=== ENTRIES SUPPLIED ===
:::::

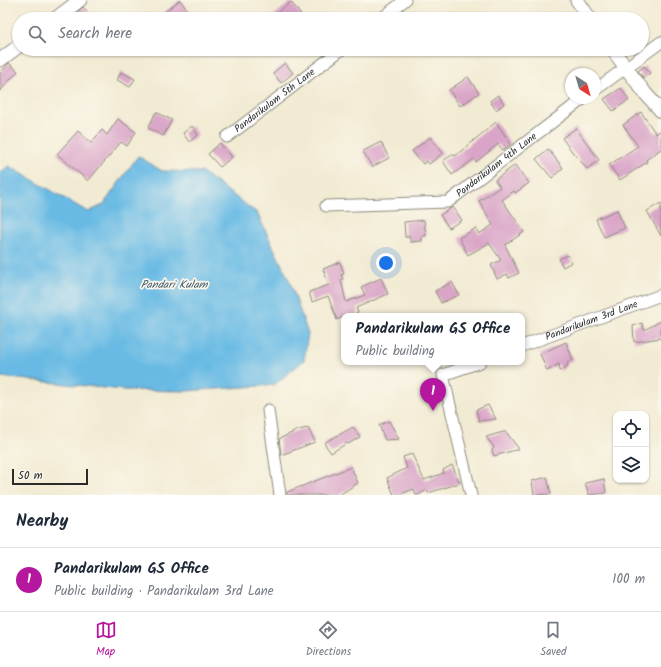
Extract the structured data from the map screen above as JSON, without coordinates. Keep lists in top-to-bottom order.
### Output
{
  "streets": {
    "street": ["Pandarikulam 5th Lane", "Pandarikulam 4th Lane", "Pandarikulam 3rd Lane"]
  },
  "water": ["Pandari Kulam"],
  "scale_bar": "50 m",
  "north": "bottom right",
  "page": {
    "search": "Search here",
    "popup": ["Pandarikulam GS Office", "Public building"],
    "pins": "1",
    "scale": "50 m",
    "heading": "Nearby",
    "list": [
      {
        "mark": "1",
        "name": "Pandarikulam GS Office",
        "note": "Public building · Pandarikulam 3rd Lane",
        "value": "100 m"
      }
    ],
    "nav": ["Map", "Directions", "Saved"]
  }
}
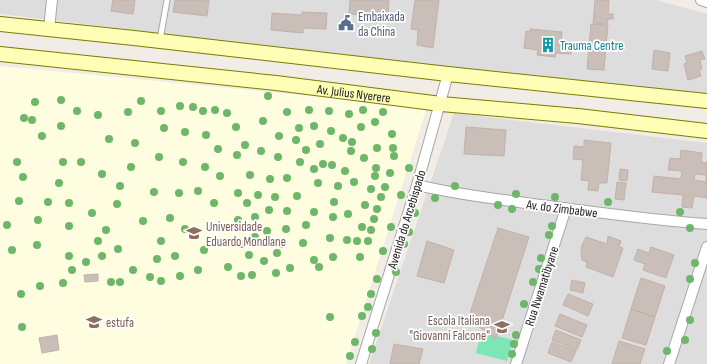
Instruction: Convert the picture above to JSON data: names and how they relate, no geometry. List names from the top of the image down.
{
  "streets": {
    "main road": ["Av. Julius Nyerere"],
    "street": ["Av. do Zimbabwe", "Avenida do Arcebispado", "Rua Nwamatibyane"]
  },
  "crossings": [
    ["Av. Julius Nyerere", "Avenida do Arcebispado"],
    ["Av. do Zimbabwe", "Avenida do Arcebispado"],
    ["Av. do Zimbabwe", "Rua Nwamatibyane"]
  ],
  "places": {
    "public building": ["Embaixada da China"],
    "building": ["Trauma Centre"],
    "school or university": ["Universidade Eduardo Mondlane", "estufa", "Escola Italiana \"Giovanni Falcone\""]
  }
}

:::::

=== BRIEF ===
Images stay out; the entries above are to be printed exactly.

=== EXERCISE RESULT ===
Extract the structured data from the map screen above as JSON, without coordinates. Keep lists in top-to-bottom order.
### Output
{
  "streets": {
    "street": ["Pandarikulam 5th Lane", "Pandarikulam 4th Lane", "Pandarikulam 3rd Lane"]
  },
  "water": ["Pandari Kulam"],
  "scale_bar": "50 m",
  "north": "bottom right",
  "page": {
    "search": "Search here",
    "popup": ["Pandarikulam GS Office", "Public building"],
    "pins": "1",
    "scale": "50 m",
    "heading": "Nearby",
    "list": [
      {
        "mark": "1",
        "name": "Pandarikulam GS Office",
        "note": "Public building · Pandarikulam 3rd Lane",
        "value": "100 m"
      }
    ],
    "nav": ["Map", "Directions", "Saved"]
  }
}
Instruction: Convert the picture above to JSON data: names and how they relate, no geometry. List names from the top of the image down.
{
  "streets": {
    "main road": ["Av. Julius Nyerere"],
    "street": ["Av. do Zimbabwe", "Avenida do Arcebispado", "Rua Nwamatibyane"]
  },
  "crossings": [
    ["Av. Julius Nyerere", "Avenida do Arcebispado"],
    ["Av. do Zimbabwe", "Avenida do Arcebispado"],
    ["Av. do Zimbabwe", "Rua Nwamatibyane"]
  ],
  "places": {
    "public building": ["Embaixada da China"],
    "building": ["Trauma Centre"],
    "school or university": ["Universidade Eduardo Mondlane", "estufa", "Escola Italiana \"Giovanni Falcone\""]
  }
}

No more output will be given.